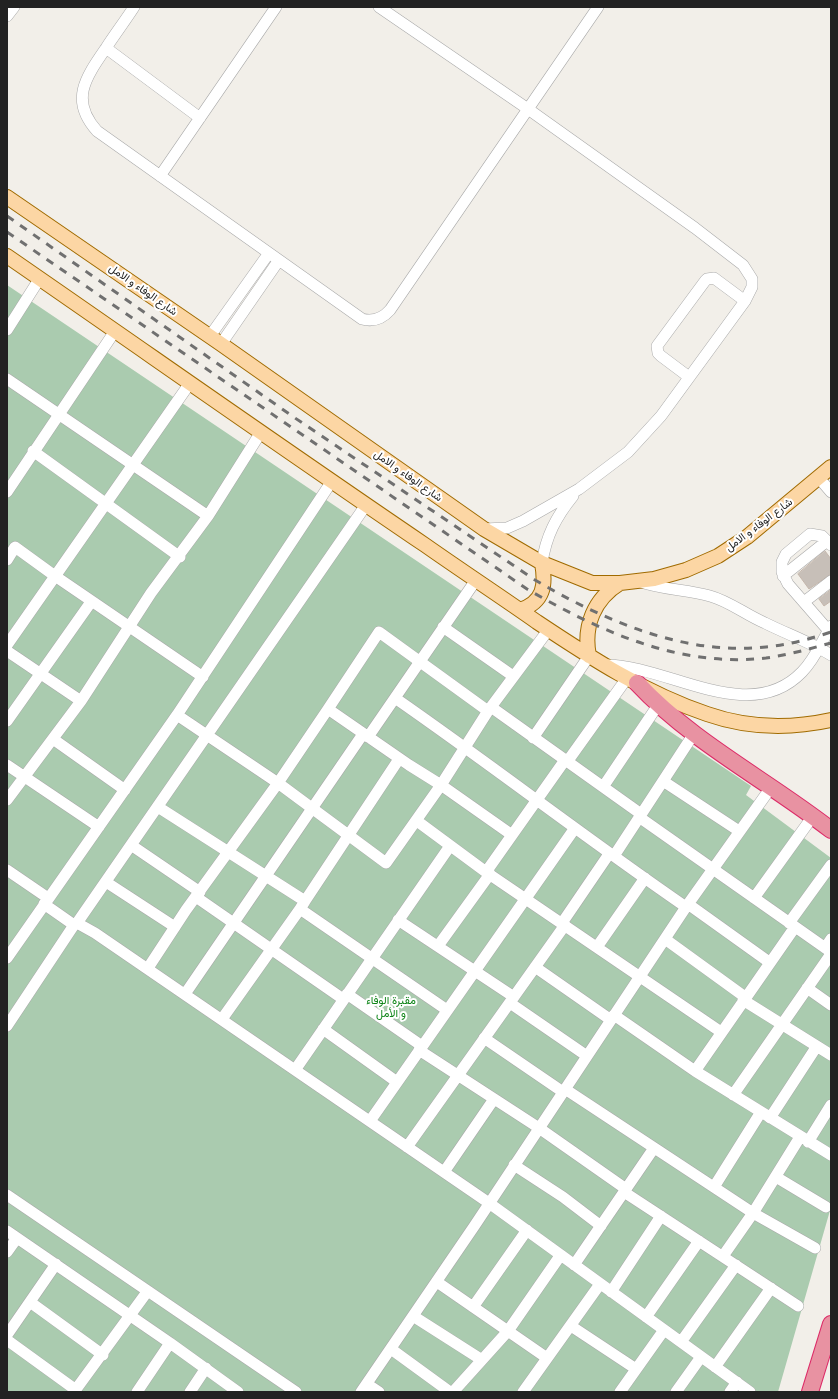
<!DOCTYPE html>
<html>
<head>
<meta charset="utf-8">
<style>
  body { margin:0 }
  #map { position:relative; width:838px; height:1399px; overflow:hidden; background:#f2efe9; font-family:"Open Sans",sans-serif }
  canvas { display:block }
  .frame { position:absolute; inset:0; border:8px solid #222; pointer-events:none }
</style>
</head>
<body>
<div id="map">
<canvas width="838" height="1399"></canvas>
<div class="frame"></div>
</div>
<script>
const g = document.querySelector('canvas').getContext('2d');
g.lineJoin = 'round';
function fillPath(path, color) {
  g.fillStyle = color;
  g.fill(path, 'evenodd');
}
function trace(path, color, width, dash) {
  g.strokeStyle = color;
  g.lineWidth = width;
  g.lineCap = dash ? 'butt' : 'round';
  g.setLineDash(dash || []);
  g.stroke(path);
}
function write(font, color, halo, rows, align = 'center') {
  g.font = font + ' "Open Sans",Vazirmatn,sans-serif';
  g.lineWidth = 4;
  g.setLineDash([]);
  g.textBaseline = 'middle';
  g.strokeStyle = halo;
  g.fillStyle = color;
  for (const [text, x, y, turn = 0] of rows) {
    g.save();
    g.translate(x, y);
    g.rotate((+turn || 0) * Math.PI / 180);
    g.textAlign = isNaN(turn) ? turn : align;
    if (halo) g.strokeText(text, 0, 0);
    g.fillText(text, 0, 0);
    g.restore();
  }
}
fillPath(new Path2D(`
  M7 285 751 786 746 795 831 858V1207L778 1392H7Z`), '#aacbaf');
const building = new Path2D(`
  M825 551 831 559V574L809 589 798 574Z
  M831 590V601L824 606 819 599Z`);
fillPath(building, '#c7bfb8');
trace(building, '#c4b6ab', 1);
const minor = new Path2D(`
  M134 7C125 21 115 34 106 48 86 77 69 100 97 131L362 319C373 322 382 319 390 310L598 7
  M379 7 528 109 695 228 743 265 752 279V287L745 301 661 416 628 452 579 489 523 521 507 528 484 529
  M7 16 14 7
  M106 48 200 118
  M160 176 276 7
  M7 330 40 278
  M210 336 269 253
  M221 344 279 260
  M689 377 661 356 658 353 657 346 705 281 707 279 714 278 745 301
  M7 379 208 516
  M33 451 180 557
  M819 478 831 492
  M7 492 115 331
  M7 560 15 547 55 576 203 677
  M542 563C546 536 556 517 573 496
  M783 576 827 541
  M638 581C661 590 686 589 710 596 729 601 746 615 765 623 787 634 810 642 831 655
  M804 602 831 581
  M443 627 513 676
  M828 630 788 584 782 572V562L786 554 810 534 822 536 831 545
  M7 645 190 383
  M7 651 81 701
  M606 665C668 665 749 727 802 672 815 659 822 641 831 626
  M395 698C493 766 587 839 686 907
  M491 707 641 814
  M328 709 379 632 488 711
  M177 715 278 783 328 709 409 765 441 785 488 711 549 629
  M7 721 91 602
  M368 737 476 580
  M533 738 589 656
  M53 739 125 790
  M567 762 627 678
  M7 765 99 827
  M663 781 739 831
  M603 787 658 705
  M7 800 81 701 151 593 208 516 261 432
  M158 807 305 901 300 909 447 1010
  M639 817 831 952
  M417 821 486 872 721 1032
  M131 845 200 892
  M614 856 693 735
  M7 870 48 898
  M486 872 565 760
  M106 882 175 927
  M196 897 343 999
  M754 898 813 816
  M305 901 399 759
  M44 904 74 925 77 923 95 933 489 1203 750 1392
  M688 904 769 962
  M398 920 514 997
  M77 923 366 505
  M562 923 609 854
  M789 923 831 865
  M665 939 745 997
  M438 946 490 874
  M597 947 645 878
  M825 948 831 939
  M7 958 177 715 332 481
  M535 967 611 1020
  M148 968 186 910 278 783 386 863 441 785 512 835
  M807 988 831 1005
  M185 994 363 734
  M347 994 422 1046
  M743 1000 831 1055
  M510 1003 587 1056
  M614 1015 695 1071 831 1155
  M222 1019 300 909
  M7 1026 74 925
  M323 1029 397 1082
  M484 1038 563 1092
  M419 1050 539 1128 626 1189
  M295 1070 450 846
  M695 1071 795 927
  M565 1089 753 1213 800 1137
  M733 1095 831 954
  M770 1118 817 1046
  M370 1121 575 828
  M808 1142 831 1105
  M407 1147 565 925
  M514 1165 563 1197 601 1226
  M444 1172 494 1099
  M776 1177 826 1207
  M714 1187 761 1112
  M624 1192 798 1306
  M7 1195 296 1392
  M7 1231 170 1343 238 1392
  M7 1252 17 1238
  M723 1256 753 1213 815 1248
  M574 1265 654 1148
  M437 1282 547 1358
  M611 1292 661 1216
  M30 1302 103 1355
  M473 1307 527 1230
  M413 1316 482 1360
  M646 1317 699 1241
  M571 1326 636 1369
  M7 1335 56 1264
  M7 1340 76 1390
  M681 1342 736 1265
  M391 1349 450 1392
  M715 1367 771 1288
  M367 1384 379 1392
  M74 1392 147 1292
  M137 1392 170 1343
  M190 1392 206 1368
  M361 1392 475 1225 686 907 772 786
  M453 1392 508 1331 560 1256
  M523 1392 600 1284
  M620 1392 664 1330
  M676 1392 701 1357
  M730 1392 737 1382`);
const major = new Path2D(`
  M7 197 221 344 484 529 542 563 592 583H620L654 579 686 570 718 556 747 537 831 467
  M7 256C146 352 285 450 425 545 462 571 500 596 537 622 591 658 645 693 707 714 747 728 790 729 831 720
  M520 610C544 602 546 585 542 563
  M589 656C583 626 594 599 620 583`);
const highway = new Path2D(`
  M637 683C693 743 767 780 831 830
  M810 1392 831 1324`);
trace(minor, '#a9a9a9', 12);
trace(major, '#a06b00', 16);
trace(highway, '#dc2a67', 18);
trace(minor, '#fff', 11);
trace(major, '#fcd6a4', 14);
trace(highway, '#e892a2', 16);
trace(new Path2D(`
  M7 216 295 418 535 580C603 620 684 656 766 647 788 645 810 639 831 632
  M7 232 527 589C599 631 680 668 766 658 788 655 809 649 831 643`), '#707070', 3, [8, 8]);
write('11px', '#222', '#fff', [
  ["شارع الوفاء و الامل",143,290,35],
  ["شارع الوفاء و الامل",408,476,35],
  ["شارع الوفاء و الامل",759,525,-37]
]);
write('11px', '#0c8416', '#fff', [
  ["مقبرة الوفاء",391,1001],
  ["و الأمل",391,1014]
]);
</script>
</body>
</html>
################
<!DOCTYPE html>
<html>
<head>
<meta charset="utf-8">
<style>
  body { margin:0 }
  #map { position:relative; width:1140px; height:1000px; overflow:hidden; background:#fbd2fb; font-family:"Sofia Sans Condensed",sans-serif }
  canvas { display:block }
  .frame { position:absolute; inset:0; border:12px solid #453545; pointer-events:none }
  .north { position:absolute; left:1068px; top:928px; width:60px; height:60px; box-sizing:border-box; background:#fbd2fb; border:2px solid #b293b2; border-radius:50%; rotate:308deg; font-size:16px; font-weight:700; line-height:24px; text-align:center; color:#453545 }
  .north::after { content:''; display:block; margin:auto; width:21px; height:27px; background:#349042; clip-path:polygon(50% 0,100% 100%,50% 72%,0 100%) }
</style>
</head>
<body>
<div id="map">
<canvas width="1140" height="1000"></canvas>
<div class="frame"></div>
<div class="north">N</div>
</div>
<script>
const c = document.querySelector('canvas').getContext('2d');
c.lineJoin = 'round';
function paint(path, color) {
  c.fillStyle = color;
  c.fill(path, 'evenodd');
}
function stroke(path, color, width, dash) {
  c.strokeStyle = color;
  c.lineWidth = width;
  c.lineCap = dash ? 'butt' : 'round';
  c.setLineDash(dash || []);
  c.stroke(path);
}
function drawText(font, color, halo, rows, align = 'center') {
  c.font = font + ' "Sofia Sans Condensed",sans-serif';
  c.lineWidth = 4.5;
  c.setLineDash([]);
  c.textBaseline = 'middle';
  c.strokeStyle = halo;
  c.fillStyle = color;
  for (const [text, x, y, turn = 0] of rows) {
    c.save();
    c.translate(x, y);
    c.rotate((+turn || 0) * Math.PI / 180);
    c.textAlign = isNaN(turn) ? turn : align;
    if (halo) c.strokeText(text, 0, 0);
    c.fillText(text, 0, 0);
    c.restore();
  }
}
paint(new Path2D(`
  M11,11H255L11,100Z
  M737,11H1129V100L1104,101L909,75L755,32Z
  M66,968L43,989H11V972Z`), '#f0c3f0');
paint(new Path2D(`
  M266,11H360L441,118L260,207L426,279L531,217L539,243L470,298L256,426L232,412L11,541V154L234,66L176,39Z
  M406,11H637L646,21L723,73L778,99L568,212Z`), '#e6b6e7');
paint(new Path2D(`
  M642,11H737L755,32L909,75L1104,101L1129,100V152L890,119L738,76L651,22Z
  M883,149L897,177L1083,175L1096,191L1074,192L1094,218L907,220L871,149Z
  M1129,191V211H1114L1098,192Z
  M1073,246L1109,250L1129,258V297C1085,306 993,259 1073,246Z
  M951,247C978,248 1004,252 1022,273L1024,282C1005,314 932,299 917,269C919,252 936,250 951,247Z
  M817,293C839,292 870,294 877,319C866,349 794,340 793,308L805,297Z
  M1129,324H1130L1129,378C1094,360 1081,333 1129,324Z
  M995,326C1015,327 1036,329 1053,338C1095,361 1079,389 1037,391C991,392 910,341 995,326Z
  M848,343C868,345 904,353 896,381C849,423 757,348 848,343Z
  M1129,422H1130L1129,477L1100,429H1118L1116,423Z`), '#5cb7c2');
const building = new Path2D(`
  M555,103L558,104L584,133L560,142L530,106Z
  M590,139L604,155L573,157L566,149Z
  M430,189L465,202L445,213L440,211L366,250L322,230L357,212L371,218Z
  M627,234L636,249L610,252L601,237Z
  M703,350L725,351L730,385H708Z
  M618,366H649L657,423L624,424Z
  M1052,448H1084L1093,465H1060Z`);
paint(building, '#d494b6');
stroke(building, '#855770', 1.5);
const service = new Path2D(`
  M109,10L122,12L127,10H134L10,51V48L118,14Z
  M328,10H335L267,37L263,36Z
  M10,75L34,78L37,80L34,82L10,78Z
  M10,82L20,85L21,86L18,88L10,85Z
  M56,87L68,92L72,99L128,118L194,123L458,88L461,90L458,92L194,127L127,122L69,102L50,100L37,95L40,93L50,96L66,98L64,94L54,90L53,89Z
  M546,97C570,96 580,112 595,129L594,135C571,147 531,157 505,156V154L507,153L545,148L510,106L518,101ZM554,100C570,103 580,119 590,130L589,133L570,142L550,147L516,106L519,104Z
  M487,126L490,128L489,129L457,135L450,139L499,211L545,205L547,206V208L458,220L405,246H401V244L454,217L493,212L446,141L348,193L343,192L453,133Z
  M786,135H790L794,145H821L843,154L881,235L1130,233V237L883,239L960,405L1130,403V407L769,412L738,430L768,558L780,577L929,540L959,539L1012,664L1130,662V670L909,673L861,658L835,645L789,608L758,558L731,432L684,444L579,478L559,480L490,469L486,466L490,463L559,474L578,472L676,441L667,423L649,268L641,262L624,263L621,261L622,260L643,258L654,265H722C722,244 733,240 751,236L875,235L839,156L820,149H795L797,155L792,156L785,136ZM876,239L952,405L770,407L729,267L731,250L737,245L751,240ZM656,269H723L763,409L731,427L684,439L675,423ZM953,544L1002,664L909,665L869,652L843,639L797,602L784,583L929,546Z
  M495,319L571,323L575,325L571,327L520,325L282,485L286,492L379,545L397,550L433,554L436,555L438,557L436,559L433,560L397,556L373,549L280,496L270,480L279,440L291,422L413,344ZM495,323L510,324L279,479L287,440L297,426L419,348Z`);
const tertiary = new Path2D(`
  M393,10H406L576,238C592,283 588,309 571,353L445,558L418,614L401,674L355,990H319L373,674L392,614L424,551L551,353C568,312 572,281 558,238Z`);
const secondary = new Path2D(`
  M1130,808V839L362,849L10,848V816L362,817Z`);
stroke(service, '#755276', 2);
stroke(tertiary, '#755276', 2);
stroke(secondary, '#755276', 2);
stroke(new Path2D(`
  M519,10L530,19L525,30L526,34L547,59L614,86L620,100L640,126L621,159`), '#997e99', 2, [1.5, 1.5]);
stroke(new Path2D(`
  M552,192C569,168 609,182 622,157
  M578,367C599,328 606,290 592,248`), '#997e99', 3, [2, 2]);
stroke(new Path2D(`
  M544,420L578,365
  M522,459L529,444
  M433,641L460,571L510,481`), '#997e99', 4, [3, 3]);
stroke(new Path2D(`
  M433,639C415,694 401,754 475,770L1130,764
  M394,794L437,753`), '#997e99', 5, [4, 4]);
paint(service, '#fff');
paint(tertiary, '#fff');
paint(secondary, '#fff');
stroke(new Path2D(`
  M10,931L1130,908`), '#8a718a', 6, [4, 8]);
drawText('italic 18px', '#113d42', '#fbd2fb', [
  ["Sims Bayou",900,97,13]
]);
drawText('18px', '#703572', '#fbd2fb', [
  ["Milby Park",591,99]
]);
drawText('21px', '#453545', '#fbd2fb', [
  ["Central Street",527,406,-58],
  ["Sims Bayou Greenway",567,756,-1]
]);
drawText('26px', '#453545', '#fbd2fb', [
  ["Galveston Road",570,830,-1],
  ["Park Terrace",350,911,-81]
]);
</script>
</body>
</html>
################
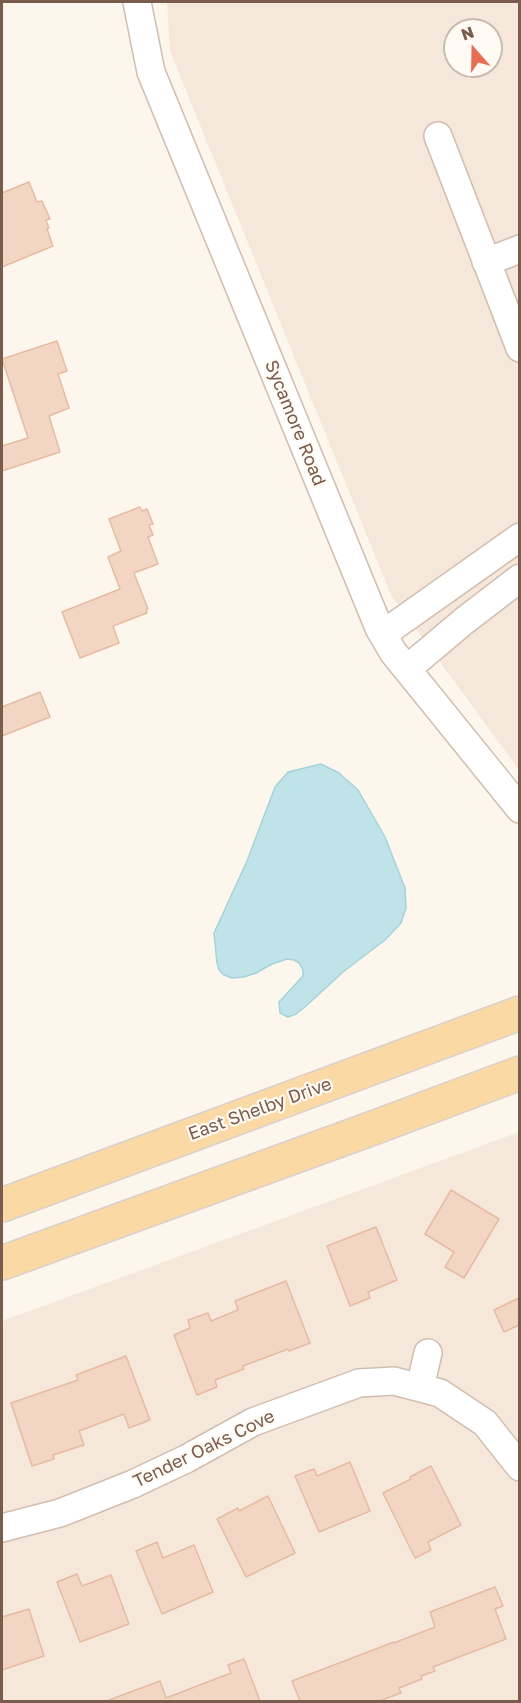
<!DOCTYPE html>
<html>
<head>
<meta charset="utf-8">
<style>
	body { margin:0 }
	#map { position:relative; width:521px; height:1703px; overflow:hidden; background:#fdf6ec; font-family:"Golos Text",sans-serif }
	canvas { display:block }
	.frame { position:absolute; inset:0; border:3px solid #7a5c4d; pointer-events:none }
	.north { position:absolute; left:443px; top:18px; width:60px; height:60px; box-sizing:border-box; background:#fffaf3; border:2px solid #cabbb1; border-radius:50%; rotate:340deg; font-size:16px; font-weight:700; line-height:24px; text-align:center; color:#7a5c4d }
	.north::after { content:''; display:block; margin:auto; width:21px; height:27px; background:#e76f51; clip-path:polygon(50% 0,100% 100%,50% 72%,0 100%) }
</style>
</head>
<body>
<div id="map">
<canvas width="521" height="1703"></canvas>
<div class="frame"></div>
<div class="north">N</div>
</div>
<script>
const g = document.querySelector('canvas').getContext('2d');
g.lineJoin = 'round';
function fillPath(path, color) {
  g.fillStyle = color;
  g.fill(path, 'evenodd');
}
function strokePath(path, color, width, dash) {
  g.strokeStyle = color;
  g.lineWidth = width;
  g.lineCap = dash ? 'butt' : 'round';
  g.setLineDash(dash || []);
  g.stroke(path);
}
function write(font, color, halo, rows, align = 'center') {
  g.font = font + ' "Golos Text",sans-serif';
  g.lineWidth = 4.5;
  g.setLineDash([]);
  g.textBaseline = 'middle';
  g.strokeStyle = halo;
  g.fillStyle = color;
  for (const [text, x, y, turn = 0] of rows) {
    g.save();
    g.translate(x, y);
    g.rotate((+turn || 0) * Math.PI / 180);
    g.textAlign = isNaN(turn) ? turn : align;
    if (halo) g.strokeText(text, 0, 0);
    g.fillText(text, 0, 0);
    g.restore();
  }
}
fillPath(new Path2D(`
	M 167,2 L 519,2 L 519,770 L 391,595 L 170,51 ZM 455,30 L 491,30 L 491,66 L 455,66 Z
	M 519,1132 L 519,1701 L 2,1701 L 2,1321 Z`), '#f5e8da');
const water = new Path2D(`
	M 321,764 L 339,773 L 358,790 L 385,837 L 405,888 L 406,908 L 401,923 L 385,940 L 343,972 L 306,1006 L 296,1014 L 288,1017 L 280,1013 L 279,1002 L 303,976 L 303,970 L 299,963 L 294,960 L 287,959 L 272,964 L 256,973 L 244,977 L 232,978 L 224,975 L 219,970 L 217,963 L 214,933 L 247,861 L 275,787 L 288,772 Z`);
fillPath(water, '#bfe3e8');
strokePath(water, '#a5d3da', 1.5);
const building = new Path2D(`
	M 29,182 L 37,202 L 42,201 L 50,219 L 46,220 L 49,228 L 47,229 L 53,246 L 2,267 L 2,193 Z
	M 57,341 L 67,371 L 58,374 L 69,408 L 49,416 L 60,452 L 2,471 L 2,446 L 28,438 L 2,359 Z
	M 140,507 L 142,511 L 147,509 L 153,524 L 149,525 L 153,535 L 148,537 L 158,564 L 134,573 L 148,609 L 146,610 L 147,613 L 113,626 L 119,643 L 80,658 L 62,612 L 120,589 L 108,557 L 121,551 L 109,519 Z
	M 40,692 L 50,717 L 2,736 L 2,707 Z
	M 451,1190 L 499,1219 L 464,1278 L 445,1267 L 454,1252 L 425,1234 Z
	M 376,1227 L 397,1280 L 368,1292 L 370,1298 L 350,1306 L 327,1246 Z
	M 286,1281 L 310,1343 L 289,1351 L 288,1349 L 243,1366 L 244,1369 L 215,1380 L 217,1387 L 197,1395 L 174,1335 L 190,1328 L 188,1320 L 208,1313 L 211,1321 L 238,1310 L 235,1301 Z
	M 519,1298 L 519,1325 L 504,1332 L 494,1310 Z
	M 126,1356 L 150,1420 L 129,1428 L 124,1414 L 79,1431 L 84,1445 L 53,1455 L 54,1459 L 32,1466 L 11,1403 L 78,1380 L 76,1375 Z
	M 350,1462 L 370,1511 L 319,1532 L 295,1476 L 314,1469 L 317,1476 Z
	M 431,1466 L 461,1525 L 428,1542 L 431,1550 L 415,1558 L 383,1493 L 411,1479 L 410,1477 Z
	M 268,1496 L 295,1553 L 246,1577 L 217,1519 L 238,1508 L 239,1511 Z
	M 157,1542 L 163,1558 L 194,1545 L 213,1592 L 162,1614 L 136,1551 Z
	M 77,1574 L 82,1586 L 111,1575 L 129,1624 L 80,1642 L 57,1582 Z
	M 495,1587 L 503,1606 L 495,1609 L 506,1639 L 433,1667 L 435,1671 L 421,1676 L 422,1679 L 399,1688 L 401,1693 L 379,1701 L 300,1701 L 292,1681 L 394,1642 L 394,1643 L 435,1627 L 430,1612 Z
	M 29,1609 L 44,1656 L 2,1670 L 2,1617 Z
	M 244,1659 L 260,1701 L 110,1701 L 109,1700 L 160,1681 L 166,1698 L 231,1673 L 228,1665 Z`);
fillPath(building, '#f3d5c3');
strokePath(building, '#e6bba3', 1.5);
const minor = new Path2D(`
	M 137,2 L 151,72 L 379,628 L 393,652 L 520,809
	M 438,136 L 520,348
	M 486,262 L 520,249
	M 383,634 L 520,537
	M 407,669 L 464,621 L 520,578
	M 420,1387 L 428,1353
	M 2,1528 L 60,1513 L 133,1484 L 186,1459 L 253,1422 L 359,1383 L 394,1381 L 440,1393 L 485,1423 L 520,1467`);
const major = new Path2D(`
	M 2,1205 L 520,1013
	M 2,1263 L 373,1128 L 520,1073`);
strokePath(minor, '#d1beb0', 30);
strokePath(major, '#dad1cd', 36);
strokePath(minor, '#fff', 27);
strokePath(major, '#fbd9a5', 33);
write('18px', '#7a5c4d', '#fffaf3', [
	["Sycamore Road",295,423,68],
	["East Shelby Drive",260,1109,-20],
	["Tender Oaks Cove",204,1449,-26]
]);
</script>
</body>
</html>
################
**Exercise**. Output the lines of the records above exactly as they appear, from the line containing "M323 1029 397 1082" through the line containing "M637 683C693 743 767 780 831 830".

**Exercise answer**.
  M323 1029 397 1082
  M484 1038 563 1092
  M419 1050 539 1128 626 1189
  M295 1070 450 846
  M695 1071 795 927
  M565 1089 753 1213 800 1137
  M733 1095 831 954
  M770 1118 817 1046
  M370 1121 575 828
  M808 1142 831 1105
  M407 1147 565 925
  M514 1165 563 1197 601 1226
  M444 1172 494 1099
  M776 1177 826 1207
  M714 1187 761 1112
  M624 1192 798 1306
  M7 1195 296 1392
  M7 1231 170 1343 238 1392
  M7 1252 17 1238
  M723 1256 753 1213 815 1248
  M574 1265 654 1148
  M437 1282 547 1358
  M611 1292 661 1216
  M30 1302 103 1355
  M473 1307 527 1230
  M413 1316 482 1360
  M646 1317 699 1241
  M571 1326 636 1369
  M7 1335 56 1264
  M7 1340 76 1390
  M681 1342 736 1265
  M391 1349 450 1392
  M715 1367 771 1288
  M367 1384 379 1392
  M74 1392 147 1292
  M137 1392 170 1343
  M190 1392 206 1368
  M361 1392 475 1225 686 907 772 786
  M453 1392 508 1331 560 1256
  M523 1392 600 1284
  M620 1392 664 1330
  M676 1392 701 1357
  M730 1392 737 1382`);
const major = new Path2D(`
  M7 197 221 344 484 529 542 563 592 583H620L654 579 686 570 718 556 747 537 831 467
  M7 256C146 352 285 450 425 545 462 571 500 596 537 622 591 658 645 693 707 714 747 728 790 729 831 720
  M520 610C544 602 546 585 542 563
  M589 656C583 626 594 599 620 583`);
const highway = new Path2D(`
  M637 683C693 743 767 780 831 830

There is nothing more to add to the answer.